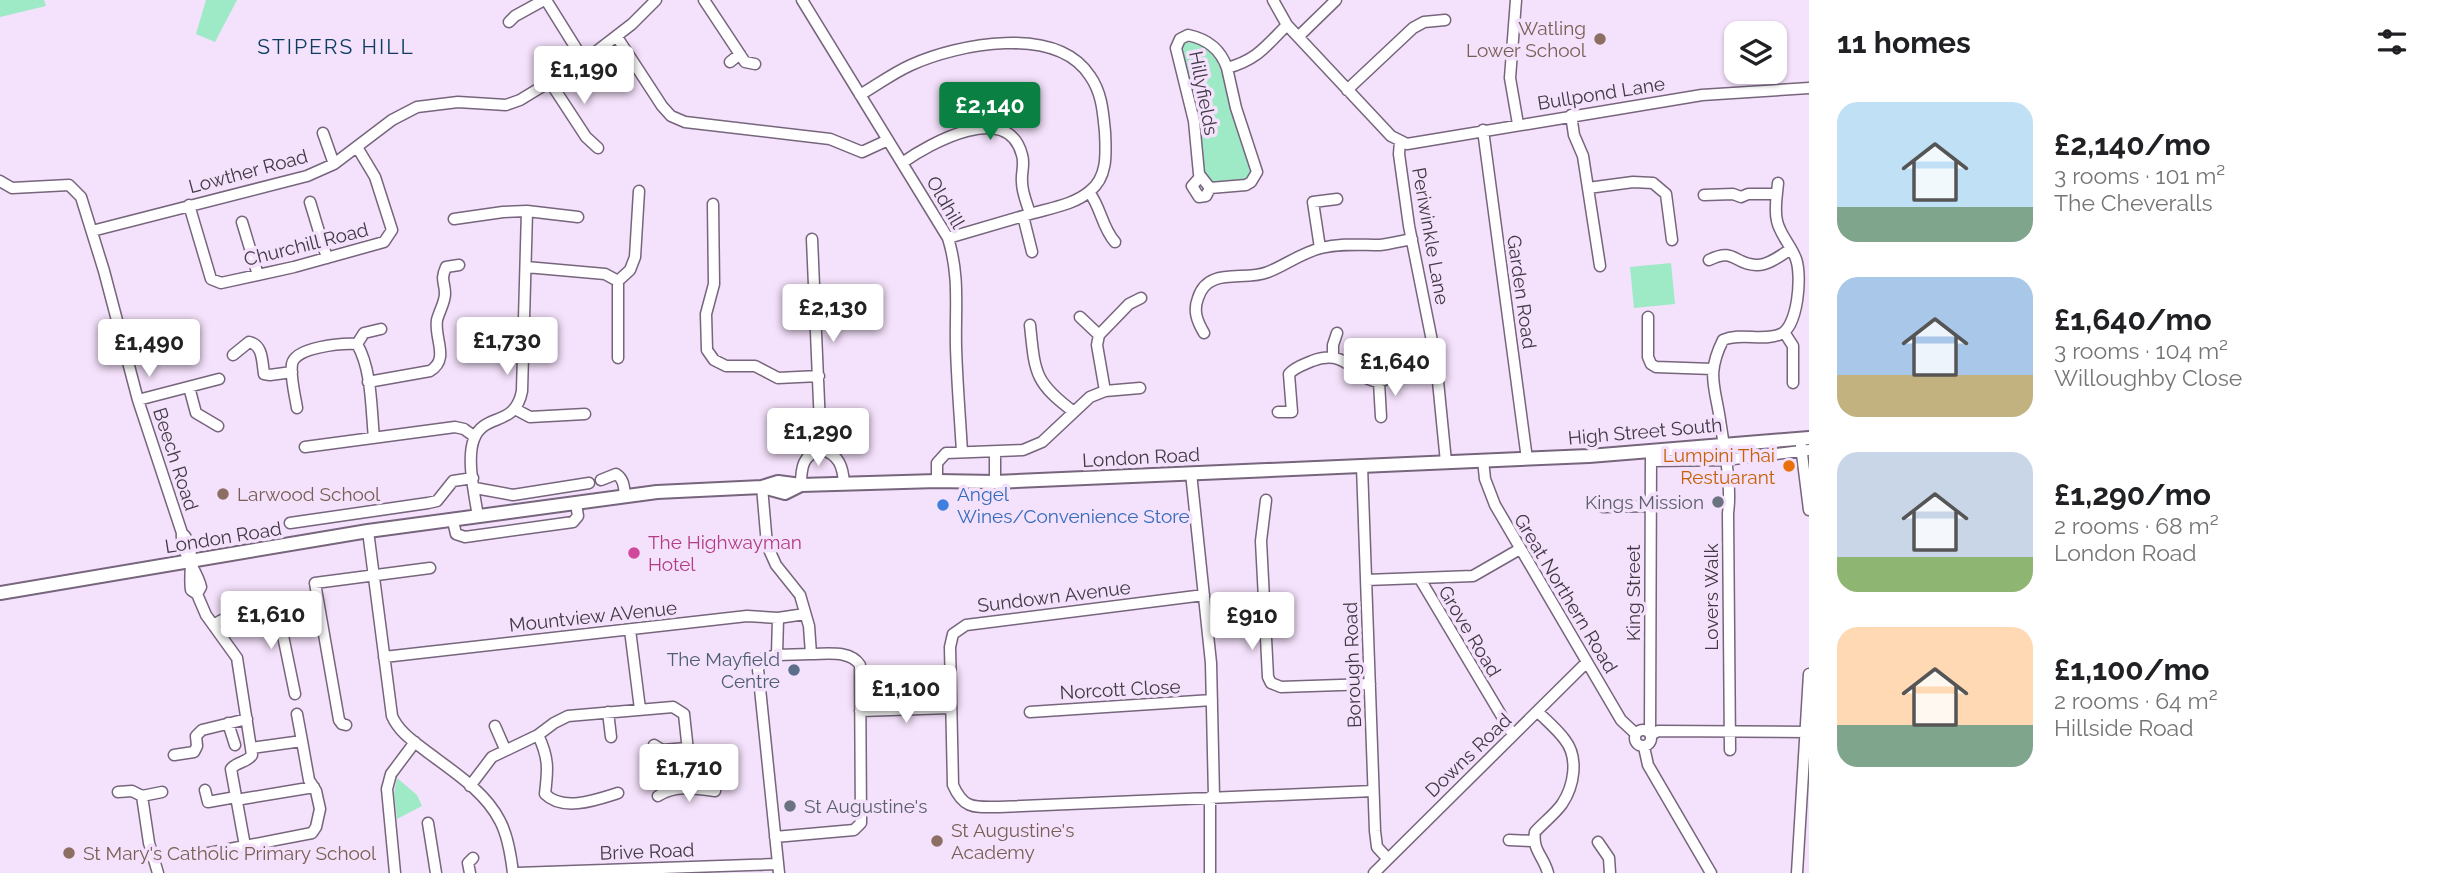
<!DOCTYPE html>
<meta charset="utf-8">
<style>
:root{--surface:#fff;--page:#f2f2f2;--text:#202124;--muted:#757577;--accent:#0b8043}
body{margin:0;font-family:Raleway,sans-serif;background:var(--page);color:var(--text);height:100vh;display:flex;flex-direction:column;font-size:26px;white-space:nowrap}
*{box-sizing:border-box;margin:0}
p{font-size:23px;color:var(--muted)}
.icon{flex:none;width:38px;height:38px;fill:none;stroke:currentColor;stroke-width:2;stroke-linecap:round;stroke-linejoin:round}
.map{position:relative;flex:1;overflow:hidden}
.drawer{display:flex;flex-direction:column;background:var(--surface);width:630px}
.drawer>*{flex:none}
.controls{position:absolute;left:1724px;top:21px;display:grid;gap:14px}
.controls a{display:grid;place-items:center;width:63px;height:63px;border-radius:14px;background:var(--surface);box-shadow:0 2px 5px #0004;font-size:35px}
.price{position:absolute;translate:-50% -60px;padding:0 16px;border-radius:7px;background:#fff;color:#222;font-size:23px;line-height:46px;filter:drop-shadow(0 2px 4px #0008)}
.price::after{content:'';position:absolute;left:50%;top:42px;width:21px;height:16px;margin-left:-10px;background:inherit;clip-path:polygon(0 0,100% 0,50% 100%)}
.price.selected{background:var(--accent);color:#fff}
ul{padding:0;list-style:none}
li{display:flex;align-items:center;gap:21px;height:175px;padding:0 28px}
li span{display:grid;place-items:center;flex:none;width:196px;height:140px;border-radius:21px;color:#555}
li>.icon{margin-inline-start:auto}
span .icon{width:84px;height:84px;fill:#fffc;stroke-width:1}
li b{font-size:30px}
h2{display:flex;justify-content:space-between;align-items:center;height:84px;padding:0 28px;font-size:30px}
main{display:flex;flex:1;min-height:0}
.map>svg:first-child{display:block}
</style>
<main>
<div class="map">
<svg width="1809" height="873" viewBox="0 0 1809 873">
<rect width="100%" height="100%" fill="#f4e1fb"/>
<path fill="#9ee9c6" d="M0,0H44L46,6L0,17Z
M206,0H237L215,42L196,34Z
M1190,39L1209,49L1216,57L1252,158L1254,169L1246,182L1210,183L1205,179L1180,49L1183,42Z
M1671,263L1675,304L1634,308L1630,267Z
M397,778L417,795L422,806L397,819L394,794Z"/>
<g fill="none" stroke-linecap="round" stroke-linejoin="round">
<defs>
<path id="minor" d="M546,0L584,61
M704,0L745,62L755,64
M802,0L948,238C960,277 955,308 956,347C957,382 960,417 962,452
M1273,0L1287,25L1391,136L1407,144L1702,95L1809,88
M1516,0L1510,78L1518,124
M509,22L515,16L544,0
M617,37L662,106L671,116L685,122L830,139L862,152L888,140
M1298,37L1336,0
M730,62L740,54
M1227,68C1221,50 1207,39 1188,35L1180,39L1176,48L1194,121L1199,174L1210,188L1246,185L1251,182L1257,172L1236,108L1227,68C1257,60 1266,46 1287,25
M550,82L586,137L598,148
M1347,90L1413,28L1424,22L1445,20
M860,95C877,85 893,73 911,65C957,44 1056,24 1090,76C1102,93 1103,112 1105,132C1106,153 1108,177 1090,191C1074,205 1050,208 1030,214C1003,222 976,230 948,238
M1571,115L1574,135L1583,156L1600,266
M1483,130L1527,459
M323,133L334,164
M1400,141L1399,154L1409,226L1436,361L1446,462
M902,163C930,143 1008,100 1022,155C1025,164 1021,173 1022,182C1022,193 1027,203 1030,214
M1200,177L1192,186L1199,197L1206,196L1210,188
M0,181L12,188L69,185L81,197L104,271L138,400L182,533C180,553 197,569 201,587L197,594
M1588,188L1633,182L1653,183L1666,194L1672,240
M1089,192C1101,207 1102,228 1115,242
M1704,195L1733,194L1741,197L1748,194H1777
M310,202L327,258
M713,204L714,284L706,314L707,350L714,360L726,366H755L778,378L819,376
M189,205L211,279L221,283L294,267L384,242L392,230L375,177L357,147
M1023,216L1032,252
M454,219L503,212L527,211L578,217
M242,222L258,275
M92,231L307,176L334,164L392,120L417,107L458,102L506,105L520,100L584,61L632,24L656,0
M812,239L821,449
M1320,248L1313,202L1337,199
M1709,260C1735,247 1733,264 1756,265C1768,266 1781,255 1791,249
M526,267L605,274L618,281V358
M618,281L630,270L635,257L639,191
M1080,317L1099,335
M1648,317V357L1651,364L1656,367L1713,369
M1030,325C1035,373 1034,382 1074,412
M1784,332L1793,346V383
M1204,333C1197,321 1193,311 1198,298C1208,266 1244,282 1268,272C1286,265 1301,253 1321,248C1341,243 1360,245 1380,245C1390,244 1401,241 1412,239
M357,344L364,333L381,329
M233,355L249,342C263,345 262,361 264,374L270,375L292,372
M1333,357V345L1337,333
M368,382L430,371C450,359 434,339 437,320C439,312 445,302 445,294C445,281 440,281 446,267L459,265
M1379,382L1381,417
M189,387L196,413L218,426
M1105,391L1097,345L1099,335L1129,304L1141,298
M138,400L219,379
M297,408C295,395 290,377 292,364C295,347 342,343 357,344C372,370 371,408 374,438
M515,409L530,417L585,414
M1278,412H1292L1289,374C1295,367 1303,365 1312,361C1351,346 1357,385 1381,381C1390,380 1395,371 1403,367C1413,363 1425,363 1436,361
M1801,446L1809,510
M305,447L455,427L464,429L475,437
M995,452V482
M1483,460L1485,479L1495,505L1621,720L1636,734
M1651,461L1725,460L1809,450
M1362,466L1375,831L1377,847L1388,859
M1191,473L1211,663L1214,797
M601,480L616,474C624,479 624,487 625,496
M937,481V463L946,453L1023,450L1042,442L1090,397L1105,391L1140,388
M801,485C801,467 803,455 821,449C839,455 843,466 844,484
M762,487L767,545L776,565L800,595L809,626L811,654C828,654 850,650 860,665L861,823L854,830L775,837
M475,488L513,495L589,483
M1266,500L1261,541L1268,677L1271,683L1281,687L1370,684
M1603,507L1651,506
M478,517C475,496 466,459 474,439C484,412 515,428 522,391L527,211
M453,521L456,534L465,537L573,522L578,516L576,504
M290,523L428,503L437,501L453,481L473,478
M368,531L392,716C399,732 413,741 426,751C451,770 485,791 500,821C508,836 511,856 513,873
M182,533C197,546 188,572 191,590L197,594L206,615L237,658L252,755C247,763 237,761 231,769L245,846L199,855
M1420,579L1513,735
M1366,580L1473,576L1520,549
M1204,595L966,625L953,634L950,647L953,785C964,810 975,807 999,807L1373,791
M214,625C234,611 238,616 256,626L275,622L281,626L295,694
M630,630L640,709
M777,655L778,618
M384,657L747,616L778,618L805,614
M860,711L950,708
M608,712L611,737
M1030,712L1212,700
M1538,712C1547,721 1558,730 1565,740C1579,758 1574,786 1562,804C1555,814 1543,823 1535,832C1532,850 1544,857 1548,873
M297,714L302,741
M228,723L235,745
M346,725L342,724L339,720L315,583L430,568
M495,726L505,749
M1635 738a8 8 0 1 1 16 0a8 8 0 1 1-16 0Z
M1650,734L1651,451
M538,735C549,758 548,769 545,794C563,812 596,800 618,793
M1651,735L1658,731L1809,732
M654,745L662,750L660,759
M1644,747L1648,765L1711,873
M662,750L687,748
M1730,750L1728,513C1732,485 1724,448 1720,420C1715,386 1706,374 1723,340C1741,332 1763,342 1781,334C1798,326 1802,276 1796,259C1791,245 1780,235 1777,221C1774,209 1777,195 1778,183
M174,755L194,752L197,746L196,736L202,730L247,719
M470,786L492,757L538,735L554,723L568,716L673,707L684,714L692,788
M205,790L208,802L236,797
M118,792L132,791L142,796L162,792
M142,796L149,843L158,873
M658,796C674,785 695,788 715,791
M236,800L314,787
M428,823L436,873
M1509,840L1533,841
M1598,842L1609,858L1610,873
M245,846L312,833L316,827L320,809L316,791L309,780L302,741L251,748
M395,873L387,789L391,774L415,742
M470,873L468,863L473,858
M517,873L778,864
M779,873L758,669L764,658L777,655L811,654
M1210,873V797
M1374,873L1587,662
M1797,873L1809,674"/>
<path id="major" d="M763,487L785,493L801,485
M0,593L368,531L657,492L762,487L778,482L801,485L937,481L995,482L1589,456L1809,438"/>
</defs>
<use href="#minor" stroke="#76657c" stroke-width="13"/>
<use href="#major" stroke="#76657c" stroke-width="16"/>
<use href="#minor" stroke="#fff" stroke-width="10"/>
<use href="#major" stroke="#fff" stroke-width="12"/>
</g>
<g fill="#8d6e63" stroke="#f4e1fb" stroke-width="2.5">
<circle cx="1600" cy="39" r="7"/>
<circle cx="223" cy="494" r="7"/>
<circle cx="937" cy="841" r="7"/>
<circle cx="69" cy="853" r="7"/>
</g>
<circle fill="#e8710a" stroke="#f4e1fb" stroke-width="2.5" cx="1789" cy="466" r="7"/>
<g fill="#6b7280" stroke="#f4e1fb" stroke-width="2.5">
<circle cx="1718" cy="502" r="7"/>
<circle cx="790" cy="806" r="7"/>
</g>
<circle fill="#3f7fe0" stroke="#f4e1fb" stroke-width="2.5" cx="943" cy="505" r="7"/>
<circle fill="#d1479c" stroke="#f4e1fb" stroke-width="2.5" cx="634" cy="553" r="7"/>
<circle fill="#5c6f8a" stroke="#f4e1fb" stroke-width="2.5" cx="794" cy="670" r="7"/>
<g text-anchor="middle" dominant-baseline="central" stroke-width="7" stroke-linejoin="round" paint-order="stroke">
<g font-size="19" fill="#785e54" stroke="#f4e1fb" text-anchor="start">
<text x="1586" y="28" text-anchor="end">Watling<tspan x="1586" dy="22">Lower School</tspan></text>
<text x="237" y="494">Larwood School</text>
<text x="951" y="830">St Augustine's<tspan x="951" dy="22">Academy</tspan></text>
<text x="83" y="853">St Mary's Catholic Primary School</text>
</g>
<g font-size="19" fill="#413943" stroke="#f4e1fb">
<text transform="translate(1204 93) rotate(79)">Hillyfields</text>
<text transform="translate(1601 93) rotate(-9)">Bullpond Lane</text>
<text transform="translate(248 171) rotate(-15)">Lowther Road</text>
<text transform="translate(946 202) rotate(60)">Oldhill</text>
<text transform="translate(1431 236) rotate(80)">Periwinkle Lane</text>
<text transform="translate(306 244) rotate(-14)">Churchill Road</text>
<text transform="translate(1522 292) rotate(82)">Garden Road</text>
<text transform="translate(1645 431) rotate(-5)">High Street South</text>
<text transform="translate(1141 457) rotate(-3)">London Road</text>
<text transform="translate(176 459) rotate(72)">Beech Road</text>
<text transform="translate(223 537) rotate(-9)">London Road</text>
<text transform="translate(1566 593) rotate(59)">Great Northern Road</text>
<text transform="translate(1633 593) rotate(-90)">King Street</text>
<text transform="translate(1054 596) rotate(-7)">Sundown Avenue</text>
<text transform="translate(1711 597) rotate(-90)">Lovers Walk</text>
<text transform="translate(593 616) rotate(-6)">Mountview AVenue</text>
<text transform="translate(1470 631) rotate(59)">Grove Road</text>
<text transform="translate(1352 665) rotate(-92)">Borough Road</text>
<text transform="translate(1120 689) rotate(-3)">Norcott Close</text>
<text transform="translate(1468 755) rotate(-44)">Downs Road</text>
<text transform="translate(647 851) rotate(-2)">Brive Road</text>
</g>
<g font-size="19" fill="#c56008" stroke="#f4e1fb" text-anchor="end">
<text x="1775" y="455">Lumpini Thai<tspan x="1775" dy="22">Restuarant</tspan></text>
</g>
<g font-size="19" fill="#366cbe" stroke="#f4e1fb" text-anchor="start">
<text x="957" y="494">Angel<tspan x="957" dy="22">Wines/Convenience Store</tspan></text>
</g>
<g font-size="19" fill="#5b616d" stroke="#f4e1fb" text-anchor="end">
<text x="1704" y="502">Kings Mission</text>
<text x="804" y="806" text-anchor="start">St Augustine's</text>
</g>
<g font-size="19" fill="#b23c85" stroke="#f4e1fb" text-anchor="start">
<text x="648" y="542">The Highwayman<tspan x="648" dy="22">Hotel</tspan></text>
</g>
<g font-size="19" fill="#4e5e75" stroke="#f4e1fb" text-anchor="end">
<text x="780" y="659">The Mayfield<tspan x="780" dy="22">Centre</tspan></text>
</g>
<g font-size="21" letter-spacing="2" fill="#0a3d60" stroke="#f4e1fb">
<text x="336" y="46">STIPERS HILL</text>
</g>
</g>
</svg>
<div class="controls">
<a><svg class="icon" aria-label="layers" viewBox="0 0 24 24"><path d="M12 4l9 5-9 5-9-5zM3 14l9 5 9-5"/></svg></a>
</div>
<b class="price" style="left:584px;top:106px">£1,190</b>
<b class="price selected" style="left:990px;top:142px">£2,140</b>
<b class="price" style="left:833px;top:344px">£2,130</b>
<b class="price" style="left:507px;top:377px">£1,730</b>
<b class="price" style="left:149px;top:379px">£1,490</b>
<b class="price" style="left:1395px;top:398px">£1,640</b>
<b class="price" style="left:818px;top:468px">£1,290</b>
<b class="price" style="left:271px;top:651px">£1,610</b>
<b class="price" style="left:1252px;top:652px">£910</b>
<b class="price" style="left:906px;top:725px">£1,100</b>
<b class="price" style="left:689px;top:804px">£1,710</b>
</div>
<section class="drawer">
<h2>11 homes<svg class="icon" aria-label="filters" viewBox="0 0 24 24"><path d="M4 7h16M4 17h16"/><circle cx="9" cy="7" r="2"/><circle cx="15" cy="17" r="2"/></svg></h2>
<ul>
<li><span style="background:linear-gradient(#bfe0f5 75%,#7fa58c 0)"><svg class="icon" aria-label="home" viewBox="0 0 24 24"><path d="M3 11l9-7 9 7M6 9v11h12V9"/></svg></span><div><b>£2,140/mo</b><p>3 rooms · 101 m²</p><p>The Cheveralls</p></div></li>
<li><span style="background:linear-gradient(#a9c7e8 70%,#c2b280 0)"><svg class="icon" aria-label="home" viewBox="0 0 24 24"><path d="M3 11l9-7 9 7M6 9v11h12V9"/></svg></span><div><b>£1,640/mo</b><p>3 rooms · 104 m²</p><p>Willoughby Close</p></div></li>
<li><span style="background:linear-gradient(#c9d6e8 75%,#8fb573 0)"><svg class="icon" aria-label="home" viewBox="0 0 24 24"><path d="M3 11l9-7 9 7M6 9v11h12V9"/></svg></span><div><b>£1,290/mo</b><p>2 rooms · 68 m²</p><p>London Road</p></div></li>
<li><span style="background:linear-gradient(#ffd9b3 70%,#7fa58c 0)"><svg class="icon" aria-label="home" viewBox="0 0 24 24"><path d="M3 11l9-7 9 7M6 9v11h12V9"/></svg></span><div><b>£1,100/mo</b><p>2 rooms · 64 m²</p><p>Hillside Road</p></div></li>
</ul>
</section>
</main>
○ ○ ○
EXERCISE AIM. Please copy each line of the records above that holds the word "School".

OUTPUT OF THE EXERCISE.
<text x="1586" y="28" text-anchor="end">Watling<tspan x="1586" dy="22">Lower School</tspan></text>
<text x="237" y="494">Larwood School</text>
<text x="83" y="853">St Mary's Catholic Primary School</text>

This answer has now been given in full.